(Beginning of Data to examine)

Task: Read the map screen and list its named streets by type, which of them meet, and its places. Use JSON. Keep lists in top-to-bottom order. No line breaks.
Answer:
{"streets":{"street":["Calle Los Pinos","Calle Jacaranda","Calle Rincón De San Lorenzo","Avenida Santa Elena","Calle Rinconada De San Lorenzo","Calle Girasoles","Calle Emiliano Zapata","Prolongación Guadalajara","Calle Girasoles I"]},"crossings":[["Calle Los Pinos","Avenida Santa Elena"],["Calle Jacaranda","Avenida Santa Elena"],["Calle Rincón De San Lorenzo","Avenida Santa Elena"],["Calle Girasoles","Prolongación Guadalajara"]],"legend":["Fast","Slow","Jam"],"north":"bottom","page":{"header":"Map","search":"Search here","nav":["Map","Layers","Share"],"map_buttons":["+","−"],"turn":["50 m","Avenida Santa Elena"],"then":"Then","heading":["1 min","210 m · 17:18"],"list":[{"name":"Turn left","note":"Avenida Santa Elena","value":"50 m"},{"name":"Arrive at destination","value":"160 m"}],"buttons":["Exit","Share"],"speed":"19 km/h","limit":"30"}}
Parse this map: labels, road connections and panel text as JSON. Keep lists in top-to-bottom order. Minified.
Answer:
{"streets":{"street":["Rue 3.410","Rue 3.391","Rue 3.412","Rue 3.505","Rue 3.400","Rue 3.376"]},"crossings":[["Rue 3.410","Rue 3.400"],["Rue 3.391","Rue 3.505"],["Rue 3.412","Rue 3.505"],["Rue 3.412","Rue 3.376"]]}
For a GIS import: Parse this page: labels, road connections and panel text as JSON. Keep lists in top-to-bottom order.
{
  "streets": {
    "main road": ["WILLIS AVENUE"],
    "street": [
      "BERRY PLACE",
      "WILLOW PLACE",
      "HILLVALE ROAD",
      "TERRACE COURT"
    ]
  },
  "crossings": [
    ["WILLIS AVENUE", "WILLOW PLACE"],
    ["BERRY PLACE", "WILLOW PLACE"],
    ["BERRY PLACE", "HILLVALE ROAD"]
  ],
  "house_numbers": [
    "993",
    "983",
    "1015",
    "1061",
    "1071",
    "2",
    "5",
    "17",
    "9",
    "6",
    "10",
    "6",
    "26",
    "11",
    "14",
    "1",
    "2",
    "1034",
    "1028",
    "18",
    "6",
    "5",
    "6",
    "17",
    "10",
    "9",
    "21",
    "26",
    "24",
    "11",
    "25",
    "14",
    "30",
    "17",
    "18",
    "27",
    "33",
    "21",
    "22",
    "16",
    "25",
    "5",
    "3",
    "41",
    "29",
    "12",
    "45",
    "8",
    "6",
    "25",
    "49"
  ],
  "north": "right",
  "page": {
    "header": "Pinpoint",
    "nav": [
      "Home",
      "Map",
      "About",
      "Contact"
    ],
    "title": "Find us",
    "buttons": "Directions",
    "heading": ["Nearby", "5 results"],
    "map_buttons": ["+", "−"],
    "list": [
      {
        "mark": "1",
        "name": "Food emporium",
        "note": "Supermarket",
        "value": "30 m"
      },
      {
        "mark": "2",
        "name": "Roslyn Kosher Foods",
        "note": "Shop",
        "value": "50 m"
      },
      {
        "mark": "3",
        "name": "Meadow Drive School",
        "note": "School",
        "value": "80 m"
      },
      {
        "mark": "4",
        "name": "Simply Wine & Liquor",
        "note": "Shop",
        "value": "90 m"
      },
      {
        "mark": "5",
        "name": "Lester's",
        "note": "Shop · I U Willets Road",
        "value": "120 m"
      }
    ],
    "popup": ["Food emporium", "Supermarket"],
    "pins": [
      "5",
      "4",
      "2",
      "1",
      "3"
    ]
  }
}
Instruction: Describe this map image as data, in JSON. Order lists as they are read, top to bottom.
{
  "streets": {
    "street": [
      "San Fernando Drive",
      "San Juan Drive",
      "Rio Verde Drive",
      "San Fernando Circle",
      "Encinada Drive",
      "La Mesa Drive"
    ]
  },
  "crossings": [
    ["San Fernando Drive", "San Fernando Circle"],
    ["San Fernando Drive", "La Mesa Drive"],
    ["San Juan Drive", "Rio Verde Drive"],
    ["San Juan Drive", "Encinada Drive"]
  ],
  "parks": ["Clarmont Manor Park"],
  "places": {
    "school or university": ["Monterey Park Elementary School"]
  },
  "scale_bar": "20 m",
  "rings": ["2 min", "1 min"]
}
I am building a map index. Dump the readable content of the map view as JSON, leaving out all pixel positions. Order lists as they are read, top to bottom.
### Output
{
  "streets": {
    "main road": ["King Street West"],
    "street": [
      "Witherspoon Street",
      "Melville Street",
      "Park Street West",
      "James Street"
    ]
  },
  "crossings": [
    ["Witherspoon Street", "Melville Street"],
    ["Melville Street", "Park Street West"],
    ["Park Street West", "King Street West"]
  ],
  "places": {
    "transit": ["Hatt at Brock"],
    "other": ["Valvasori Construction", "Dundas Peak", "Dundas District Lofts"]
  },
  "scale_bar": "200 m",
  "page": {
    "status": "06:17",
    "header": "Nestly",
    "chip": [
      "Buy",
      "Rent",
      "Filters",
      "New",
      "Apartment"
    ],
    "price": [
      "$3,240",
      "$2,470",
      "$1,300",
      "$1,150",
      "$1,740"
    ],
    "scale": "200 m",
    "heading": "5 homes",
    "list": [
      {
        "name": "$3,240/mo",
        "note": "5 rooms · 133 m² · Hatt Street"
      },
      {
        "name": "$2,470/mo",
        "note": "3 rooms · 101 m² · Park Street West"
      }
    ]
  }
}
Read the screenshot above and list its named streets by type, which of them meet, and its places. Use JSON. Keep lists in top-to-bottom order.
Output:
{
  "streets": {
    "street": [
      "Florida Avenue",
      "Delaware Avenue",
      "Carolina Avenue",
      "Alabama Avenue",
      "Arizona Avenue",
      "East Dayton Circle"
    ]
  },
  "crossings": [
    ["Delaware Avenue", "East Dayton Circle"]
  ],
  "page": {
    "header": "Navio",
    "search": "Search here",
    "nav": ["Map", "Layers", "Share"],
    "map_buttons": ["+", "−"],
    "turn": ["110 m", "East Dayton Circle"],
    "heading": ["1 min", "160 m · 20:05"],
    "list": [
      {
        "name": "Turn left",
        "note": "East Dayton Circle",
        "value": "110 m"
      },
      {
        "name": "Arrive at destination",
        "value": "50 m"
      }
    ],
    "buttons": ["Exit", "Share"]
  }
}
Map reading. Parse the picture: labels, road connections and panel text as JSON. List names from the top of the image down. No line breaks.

(End of Data to examine)

(Task details) Please write out exactly the lines from the start of the data through the line that contains "Parse this map: labels, road", both ends included, and nothing else.

(Solution to the exercise)
Task: Read the map screen and list its named streets by type, which of them meet, and its places. Use JSON. Keep lists in top-to-bottom order. No line breaks.
Answer:
{"streets":{"street":["Calle Los Pinos","Calle Jacaranda","Calle Rincón De San Lorenzo","Avenida Santa Elena","Calle Rinconada De San Lorenzo","Calle Girasoles","Calle Emiliano Zapata","Prolongación Guadalajara","Calle Girasoles I"]},"crossings":[["Calle Los Pinos","Avenida Santa Elena"],["Calle Jacaranda","Avenida Santa Elena"],["Calle Rincón De San Lorenzo","Avenida Santa Elena"],["Calle Girasoles","Prolongación Guadalajara"]],"legend":["Fast","Slow","Jam"],"north":"bottom","page":{"header":"Map","search":"Search here","nav":["Map","Layers","Share"],"map_buttons":["+","−"],"turn":["50 m","Avenida Santa Elena"],"then":"Then","heading":["1 min","210 m · 17:18"],"list":[{"name":"Turn left","note":"Avenida Santa Elena","value":"50 m"},{"name":"Arrive at destination","value":"160 m"}],"buttons":["Exit","Share"],"speed":"19 km/h","limit":"30"}}
Parse this map: labels, road connections and panel text as JSON. Keep lists in top-to-bottom order. Minified.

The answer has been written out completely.